- _PROMPT_
Everything from the first line of the material below through the line containing "--surface:#111a2b; --page:#1e2737; --text:#f1f3f6;" is to be printed exactly, and nothing more.

DATA SHOWN below:

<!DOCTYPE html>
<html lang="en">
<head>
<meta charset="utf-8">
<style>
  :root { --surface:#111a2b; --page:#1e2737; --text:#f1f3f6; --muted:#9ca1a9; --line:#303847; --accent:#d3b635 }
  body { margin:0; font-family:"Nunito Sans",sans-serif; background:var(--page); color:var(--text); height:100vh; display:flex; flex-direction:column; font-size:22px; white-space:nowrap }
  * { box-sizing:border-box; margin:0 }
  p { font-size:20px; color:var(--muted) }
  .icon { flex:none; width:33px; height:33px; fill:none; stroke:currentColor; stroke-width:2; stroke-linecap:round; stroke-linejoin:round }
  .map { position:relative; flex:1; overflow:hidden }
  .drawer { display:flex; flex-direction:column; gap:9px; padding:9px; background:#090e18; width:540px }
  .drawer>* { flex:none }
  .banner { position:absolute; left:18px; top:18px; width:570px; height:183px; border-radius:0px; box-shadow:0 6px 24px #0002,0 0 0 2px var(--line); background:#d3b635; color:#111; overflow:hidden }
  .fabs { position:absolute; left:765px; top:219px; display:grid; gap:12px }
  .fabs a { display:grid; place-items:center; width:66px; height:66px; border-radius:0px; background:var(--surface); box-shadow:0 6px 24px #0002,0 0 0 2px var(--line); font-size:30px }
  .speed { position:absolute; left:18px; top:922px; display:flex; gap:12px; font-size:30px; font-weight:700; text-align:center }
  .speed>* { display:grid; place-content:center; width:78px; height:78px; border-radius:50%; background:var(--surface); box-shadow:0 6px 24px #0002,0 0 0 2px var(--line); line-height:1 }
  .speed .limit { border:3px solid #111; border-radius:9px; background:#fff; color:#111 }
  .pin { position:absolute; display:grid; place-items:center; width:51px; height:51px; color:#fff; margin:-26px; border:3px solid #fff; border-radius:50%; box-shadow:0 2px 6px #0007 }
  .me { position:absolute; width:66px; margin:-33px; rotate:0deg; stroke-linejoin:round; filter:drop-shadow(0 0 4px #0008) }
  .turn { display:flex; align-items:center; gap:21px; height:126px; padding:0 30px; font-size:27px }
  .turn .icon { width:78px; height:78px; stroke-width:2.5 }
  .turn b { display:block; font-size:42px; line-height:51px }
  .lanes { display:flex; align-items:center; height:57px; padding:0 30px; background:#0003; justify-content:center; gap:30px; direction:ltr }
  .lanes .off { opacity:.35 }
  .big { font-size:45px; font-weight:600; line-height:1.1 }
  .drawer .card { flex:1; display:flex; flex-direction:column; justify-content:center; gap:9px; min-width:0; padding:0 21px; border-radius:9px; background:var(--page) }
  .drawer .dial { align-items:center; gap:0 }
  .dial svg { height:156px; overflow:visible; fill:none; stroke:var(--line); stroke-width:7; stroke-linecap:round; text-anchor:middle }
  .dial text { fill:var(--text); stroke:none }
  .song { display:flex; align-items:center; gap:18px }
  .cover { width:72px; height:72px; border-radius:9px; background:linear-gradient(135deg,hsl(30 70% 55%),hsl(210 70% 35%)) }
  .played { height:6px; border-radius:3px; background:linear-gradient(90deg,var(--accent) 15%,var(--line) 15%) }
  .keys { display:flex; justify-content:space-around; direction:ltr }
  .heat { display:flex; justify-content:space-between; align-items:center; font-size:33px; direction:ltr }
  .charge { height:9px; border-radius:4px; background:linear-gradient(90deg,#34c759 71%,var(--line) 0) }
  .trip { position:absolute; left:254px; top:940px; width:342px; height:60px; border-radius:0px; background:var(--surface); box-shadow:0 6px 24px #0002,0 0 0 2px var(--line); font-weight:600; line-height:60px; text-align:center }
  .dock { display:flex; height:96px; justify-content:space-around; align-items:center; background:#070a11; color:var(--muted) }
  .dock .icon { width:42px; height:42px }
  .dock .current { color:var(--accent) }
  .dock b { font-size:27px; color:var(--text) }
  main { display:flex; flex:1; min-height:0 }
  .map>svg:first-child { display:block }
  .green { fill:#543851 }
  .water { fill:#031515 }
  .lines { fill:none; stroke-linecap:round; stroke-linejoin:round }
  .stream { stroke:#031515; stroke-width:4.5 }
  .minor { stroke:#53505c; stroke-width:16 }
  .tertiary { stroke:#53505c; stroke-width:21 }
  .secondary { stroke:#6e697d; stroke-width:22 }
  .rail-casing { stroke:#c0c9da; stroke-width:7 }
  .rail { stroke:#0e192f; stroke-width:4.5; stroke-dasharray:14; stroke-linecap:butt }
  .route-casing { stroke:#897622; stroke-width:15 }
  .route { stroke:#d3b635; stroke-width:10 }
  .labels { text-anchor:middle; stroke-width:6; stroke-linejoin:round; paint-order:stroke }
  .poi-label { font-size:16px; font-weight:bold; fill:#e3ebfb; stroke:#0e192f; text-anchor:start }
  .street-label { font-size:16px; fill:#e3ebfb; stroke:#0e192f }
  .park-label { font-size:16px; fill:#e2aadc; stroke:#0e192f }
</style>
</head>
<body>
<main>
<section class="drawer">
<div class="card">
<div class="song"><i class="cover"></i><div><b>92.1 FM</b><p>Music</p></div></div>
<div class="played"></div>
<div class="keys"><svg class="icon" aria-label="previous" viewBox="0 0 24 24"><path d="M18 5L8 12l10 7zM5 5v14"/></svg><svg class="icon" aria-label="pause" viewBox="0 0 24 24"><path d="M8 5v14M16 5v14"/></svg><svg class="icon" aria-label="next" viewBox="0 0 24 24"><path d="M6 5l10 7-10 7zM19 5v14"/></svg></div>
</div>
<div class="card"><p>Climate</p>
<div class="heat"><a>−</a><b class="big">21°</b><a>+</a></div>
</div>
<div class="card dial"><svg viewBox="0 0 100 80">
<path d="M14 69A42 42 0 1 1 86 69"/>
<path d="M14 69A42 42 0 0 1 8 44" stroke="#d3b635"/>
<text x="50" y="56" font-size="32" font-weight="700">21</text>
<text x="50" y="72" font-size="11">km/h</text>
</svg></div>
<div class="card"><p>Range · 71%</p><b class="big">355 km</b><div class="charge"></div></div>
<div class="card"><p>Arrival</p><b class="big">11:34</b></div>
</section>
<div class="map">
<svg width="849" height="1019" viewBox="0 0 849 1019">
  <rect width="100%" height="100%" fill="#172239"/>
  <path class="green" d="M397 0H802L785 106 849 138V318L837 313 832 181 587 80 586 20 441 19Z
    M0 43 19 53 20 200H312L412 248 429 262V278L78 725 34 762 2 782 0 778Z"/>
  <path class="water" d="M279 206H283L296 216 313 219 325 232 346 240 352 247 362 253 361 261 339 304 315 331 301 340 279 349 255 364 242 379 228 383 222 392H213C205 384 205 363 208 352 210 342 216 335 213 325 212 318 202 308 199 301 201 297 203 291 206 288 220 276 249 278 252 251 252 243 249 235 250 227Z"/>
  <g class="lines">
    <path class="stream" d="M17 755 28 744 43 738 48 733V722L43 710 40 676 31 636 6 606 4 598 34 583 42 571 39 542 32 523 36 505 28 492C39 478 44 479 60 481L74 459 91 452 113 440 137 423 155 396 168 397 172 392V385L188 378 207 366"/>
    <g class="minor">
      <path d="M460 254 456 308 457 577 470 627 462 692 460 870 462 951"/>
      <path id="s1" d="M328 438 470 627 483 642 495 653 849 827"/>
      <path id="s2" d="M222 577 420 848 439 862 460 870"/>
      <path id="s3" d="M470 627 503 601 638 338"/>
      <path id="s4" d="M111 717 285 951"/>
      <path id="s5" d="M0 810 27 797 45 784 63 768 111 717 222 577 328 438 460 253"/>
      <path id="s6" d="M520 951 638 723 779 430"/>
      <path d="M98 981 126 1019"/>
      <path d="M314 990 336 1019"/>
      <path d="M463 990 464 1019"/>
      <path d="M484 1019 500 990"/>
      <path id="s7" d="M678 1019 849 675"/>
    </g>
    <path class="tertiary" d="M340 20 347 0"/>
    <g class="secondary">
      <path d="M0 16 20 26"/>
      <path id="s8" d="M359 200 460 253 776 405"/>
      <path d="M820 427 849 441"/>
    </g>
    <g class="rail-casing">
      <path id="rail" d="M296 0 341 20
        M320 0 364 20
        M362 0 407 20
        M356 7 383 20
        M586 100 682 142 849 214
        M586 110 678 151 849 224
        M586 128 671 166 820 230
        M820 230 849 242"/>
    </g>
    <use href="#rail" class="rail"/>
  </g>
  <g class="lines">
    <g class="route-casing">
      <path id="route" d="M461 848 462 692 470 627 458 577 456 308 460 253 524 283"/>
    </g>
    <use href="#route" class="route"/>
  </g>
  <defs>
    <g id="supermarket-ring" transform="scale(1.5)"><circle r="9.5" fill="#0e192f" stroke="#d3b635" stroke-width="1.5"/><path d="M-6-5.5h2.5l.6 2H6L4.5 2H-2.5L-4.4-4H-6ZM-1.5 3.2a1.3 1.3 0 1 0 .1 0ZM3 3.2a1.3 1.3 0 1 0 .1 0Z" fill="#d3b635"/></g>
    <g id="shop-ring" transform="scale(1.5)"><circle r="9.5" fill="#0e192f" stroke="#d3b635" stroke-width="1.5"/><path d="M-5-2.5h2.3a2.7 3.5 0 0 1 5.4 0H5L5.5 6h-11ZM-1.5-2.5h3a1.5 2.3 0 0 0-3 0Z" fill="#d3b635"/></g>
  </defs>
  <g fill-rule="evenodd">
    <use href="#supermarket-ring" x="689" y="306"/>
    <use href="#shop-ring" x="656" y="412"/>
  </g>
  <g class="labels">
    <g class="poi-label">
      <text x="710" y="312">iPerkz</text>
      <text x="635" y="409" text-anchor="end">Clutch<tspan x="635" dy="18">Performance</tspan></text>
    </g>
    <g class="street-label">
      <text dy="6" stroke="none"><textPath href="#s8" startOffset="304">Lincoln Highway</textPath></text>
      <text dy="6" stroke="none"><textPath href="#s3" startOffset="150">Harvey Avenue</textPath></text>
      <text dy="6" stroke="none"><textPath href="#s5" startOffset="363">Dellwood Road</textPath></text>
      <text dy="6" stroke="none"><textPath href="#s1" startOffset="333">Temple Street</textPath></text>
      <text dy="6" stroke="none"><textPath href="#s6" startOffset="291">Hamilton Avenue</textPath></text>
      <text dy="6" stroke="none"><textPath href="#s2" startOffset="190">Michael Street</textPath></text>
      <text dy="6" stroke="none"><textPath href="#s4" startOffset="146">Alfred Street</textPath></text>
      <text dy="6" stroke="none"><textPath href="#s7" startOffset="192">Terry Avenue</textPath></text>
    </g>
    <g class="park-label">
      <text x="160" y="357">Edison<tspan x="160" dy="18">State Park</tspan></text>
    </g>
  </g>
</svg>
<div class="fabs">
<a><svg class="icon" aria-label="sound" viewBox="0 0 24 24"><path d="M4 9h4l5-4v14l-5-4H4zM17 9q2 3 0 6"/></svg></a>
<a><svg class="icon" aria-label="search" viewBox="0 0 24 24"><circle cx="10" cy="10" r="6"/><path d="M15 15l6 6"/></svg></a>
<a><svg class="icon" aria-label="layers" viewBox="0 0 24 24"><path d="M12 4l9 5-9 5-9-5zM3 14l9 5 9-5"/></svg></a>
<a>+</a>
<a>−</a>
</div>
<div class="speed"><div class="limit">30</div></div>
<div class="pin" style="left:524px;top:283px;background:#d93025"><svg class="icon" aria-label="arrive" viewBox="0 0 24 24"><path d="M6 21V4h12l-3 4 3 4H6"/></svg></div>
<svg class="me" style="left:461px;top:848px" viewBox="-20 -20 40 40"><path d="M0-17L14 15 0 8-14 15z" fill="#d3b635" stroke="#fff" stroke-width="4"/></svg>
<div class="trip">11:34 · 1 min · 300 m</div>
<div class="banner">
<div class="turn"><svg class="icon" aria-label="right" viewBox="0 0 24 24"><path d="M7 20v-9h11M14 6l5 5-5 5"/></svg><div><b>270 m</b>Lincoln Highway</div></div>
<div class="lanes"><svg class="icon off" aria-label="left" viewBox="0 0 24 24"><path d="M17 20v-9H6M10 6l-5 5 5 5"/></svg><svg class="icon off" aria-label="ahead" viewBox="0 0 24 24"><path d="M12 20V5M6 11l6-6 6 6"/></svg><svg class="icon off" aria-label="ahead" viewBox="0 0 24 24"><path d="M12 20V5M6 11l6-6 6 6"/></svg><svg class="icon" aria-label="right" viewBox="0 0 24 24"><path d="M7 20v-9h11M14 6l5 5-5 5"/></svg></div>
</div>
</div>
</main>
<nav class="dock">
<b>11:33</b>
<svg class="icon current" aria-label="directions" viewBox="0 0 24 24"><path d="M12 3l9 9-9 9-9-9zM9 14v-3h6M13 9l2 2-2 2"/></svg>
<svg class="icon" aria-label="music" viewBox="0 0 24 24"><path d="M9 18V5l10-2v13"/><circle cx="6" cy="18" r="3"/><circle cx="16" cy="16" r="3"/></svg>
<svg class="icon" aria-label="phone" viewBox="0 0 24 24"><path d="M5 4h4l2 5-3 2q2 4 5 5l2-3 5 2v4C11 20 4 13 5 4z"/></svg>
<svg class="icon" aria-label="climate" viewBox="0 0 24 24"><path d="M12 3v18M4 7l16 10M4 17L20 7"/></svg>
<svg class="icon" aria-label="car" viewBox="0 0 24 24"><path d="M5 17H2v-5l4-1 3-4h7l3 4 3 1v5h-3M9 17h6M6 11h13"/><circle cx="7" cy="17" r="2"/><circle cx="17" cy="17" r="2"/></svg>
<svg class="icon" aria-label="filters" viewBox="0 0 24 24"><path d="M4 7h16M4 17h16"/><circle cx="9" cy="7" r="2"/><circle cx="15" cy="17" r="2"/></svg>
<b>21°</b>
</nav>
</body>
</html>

End of DATA SHOWN.

- _REPLY TO THE TASK_
<!DOCTYPE html>
<html lang="en">
<head>
<meta charset="utf-8">
<style>
  :root { --surface:#111a2b; --page:#1e2737; --text:#f1f3f6; --muted:#9ca1a9; --line:#303847; --accent:#d3b635 }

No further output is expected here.